How Really Sensitive is your Next Instrument - Instrument Detection Limit as Alternative to Signal-to-Noise Ratio

Andrey Rossin, Analytical, Eldan Electronic Instruments, Petah Tikva, Israel

Sensitivity is one of the most important criteria in the process of selection of the new instrument for the lab. Historically Signal-to-Noise Ratio (SNR) was used for sensitivity estimation, everybody knows - the higher SNR - the better.

Comparing SNR for the same type of instrument for the last 10 years shows unbelievable advancement in sensitivity - it looks like sensitivity became at least 1000 times better for this period of time. The current numbers for SNR are amazing: 150,000 for 1pg of Reserpine or even higher, while 10 years ago these numbers used to be 10 or 20 for the same amount of Reserpine.
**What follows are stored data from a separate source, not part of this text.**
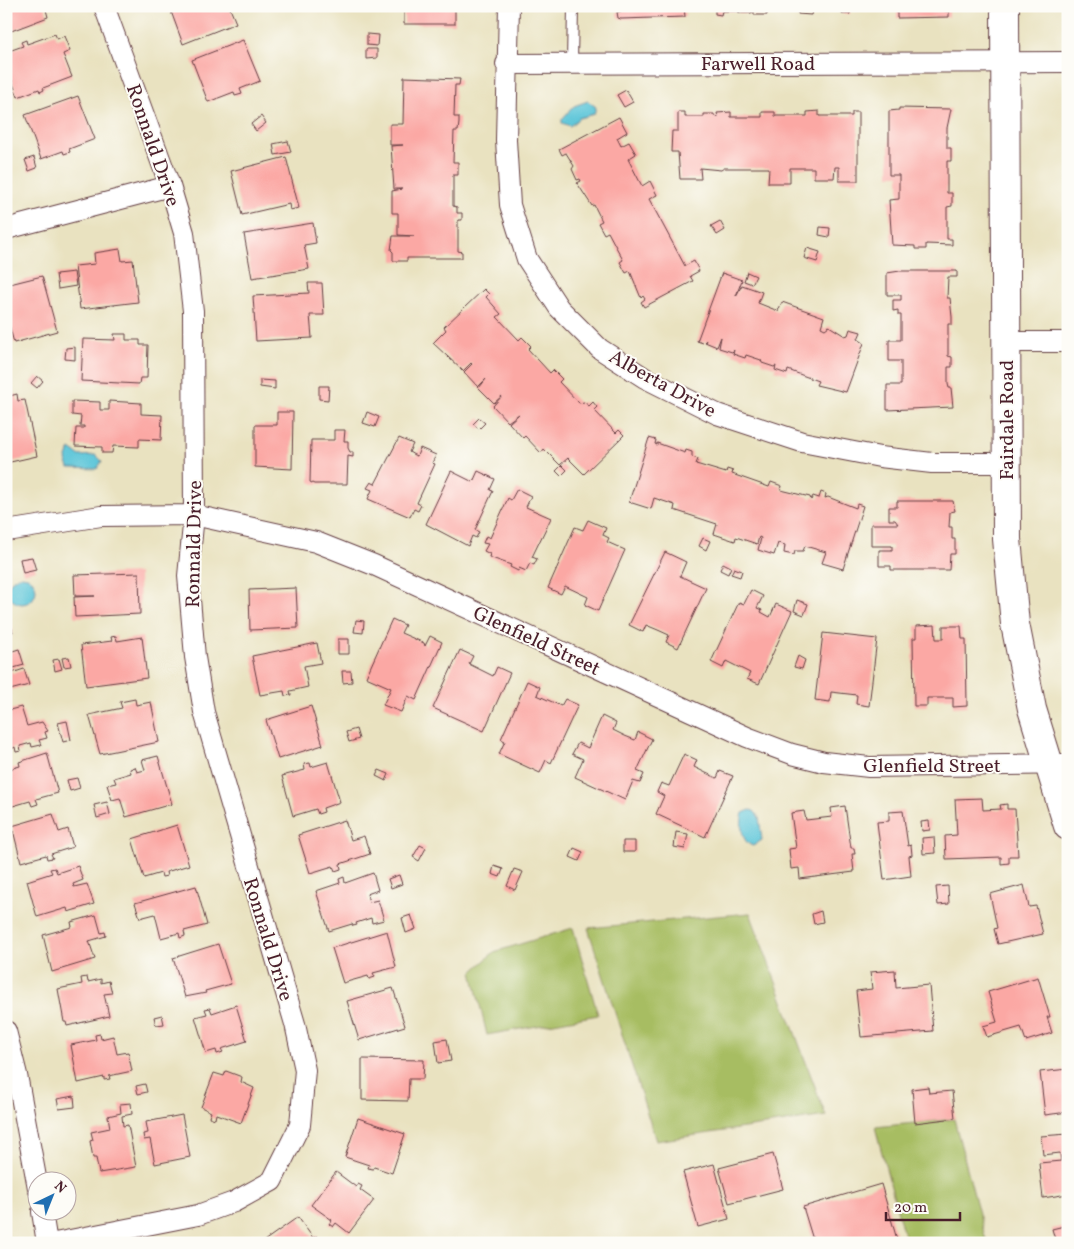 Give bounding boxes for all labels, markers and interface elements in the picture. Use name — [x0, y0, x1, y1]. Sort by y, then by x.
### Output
street label: Farwell Road — [701, 51, 815, 79]
street label: Ronnald Drive — [118, 81, 186, 211]
street label: Alberta Drive — [603, 344, 721, 426]
street label: Fairdale Road — [994, 360, 1022, 480]
street label: Ronnald Drive — [180, 480, 210, 608]
street label: Glenfield Street — [468, 600, 604, 684]
street label: Glenfield Street — [863, 753, 1001, 781]
street label: Ronnald Drive — [235, 874, 299, 1005]
north arrow — [28, 1172, 78, 1222]
text: N — [50, 1177, 70, 1198]
scale bar — [886, 1189, 960, 1221]
text: 20 m — [894, 1198, 927, 1219] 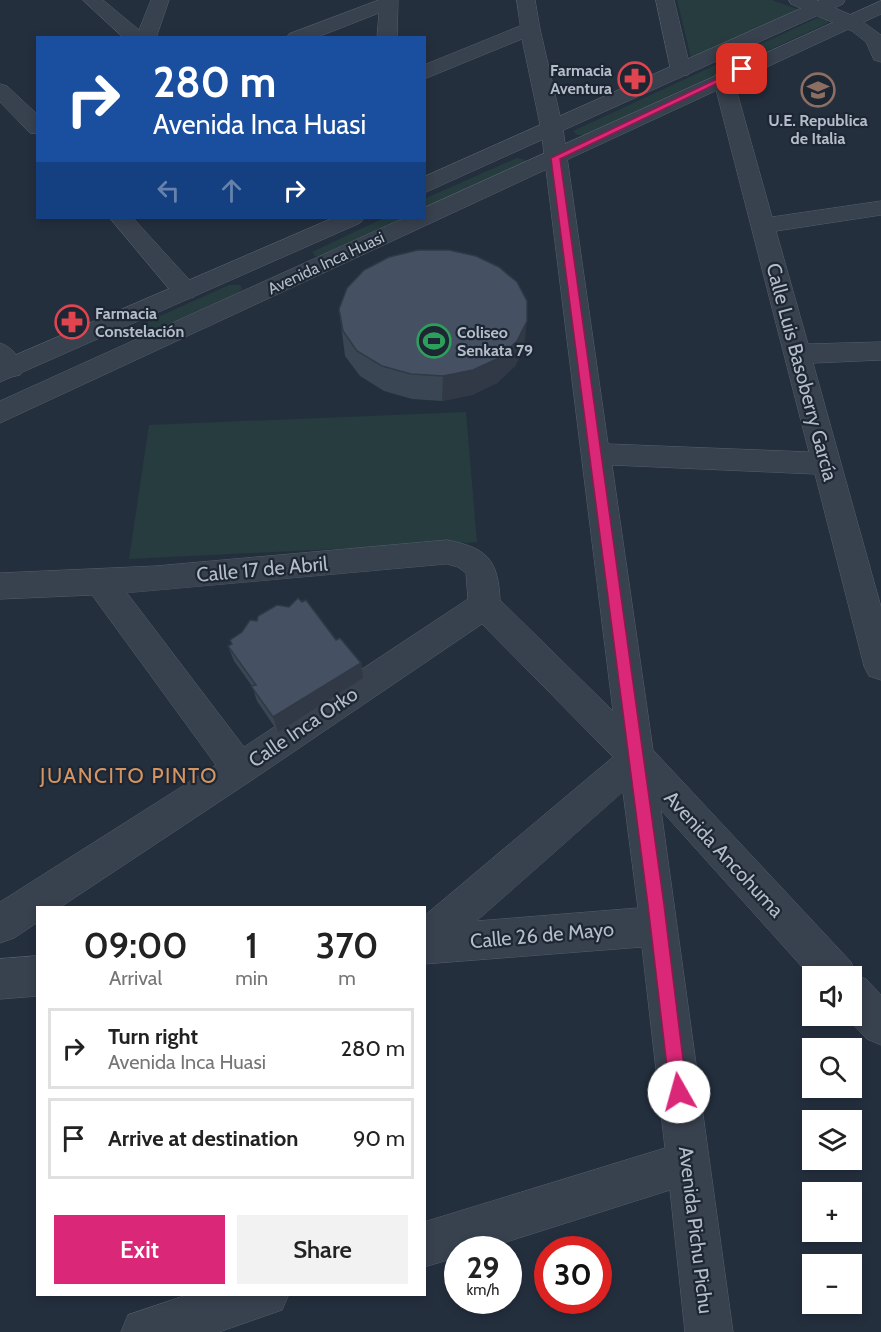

In reality people that have more than 10-years old instrument in their lab expect from the brand-new instrument 1000 times better sensitivity based on SNR specifications, but real sensitivity is barely 50 times better or so. So maybe SNR is not that perfect scale for the sensitivity at the end of the day.

There are multiple reasons for SNR not being perfect - mainly because there are many ways to measure Noise: Peak-to-Peak, RMS, RMS x N, ASTM, etc. Also Chromatogram baseline can be manipulated in different ways: smoothing, baseline shift, baseline threshold procedures can be applied to improve SNR.

Introducing Instrument Detection Limit (IDL) - the procedure of evaluating the true sensitivity based on Peak Area RSD of multiple injections when the concentration is close to detection limit. IDL shows real analytical performance instead of number-crunching capabilities.

Multiple vendors already started to publish IDL specifications aside with SNR, some even ditched the SNR totally and publish IDL only sensitivity specs. Let's put an IDL in our analytical vocabulary for better understandidng of instrument sensitivity.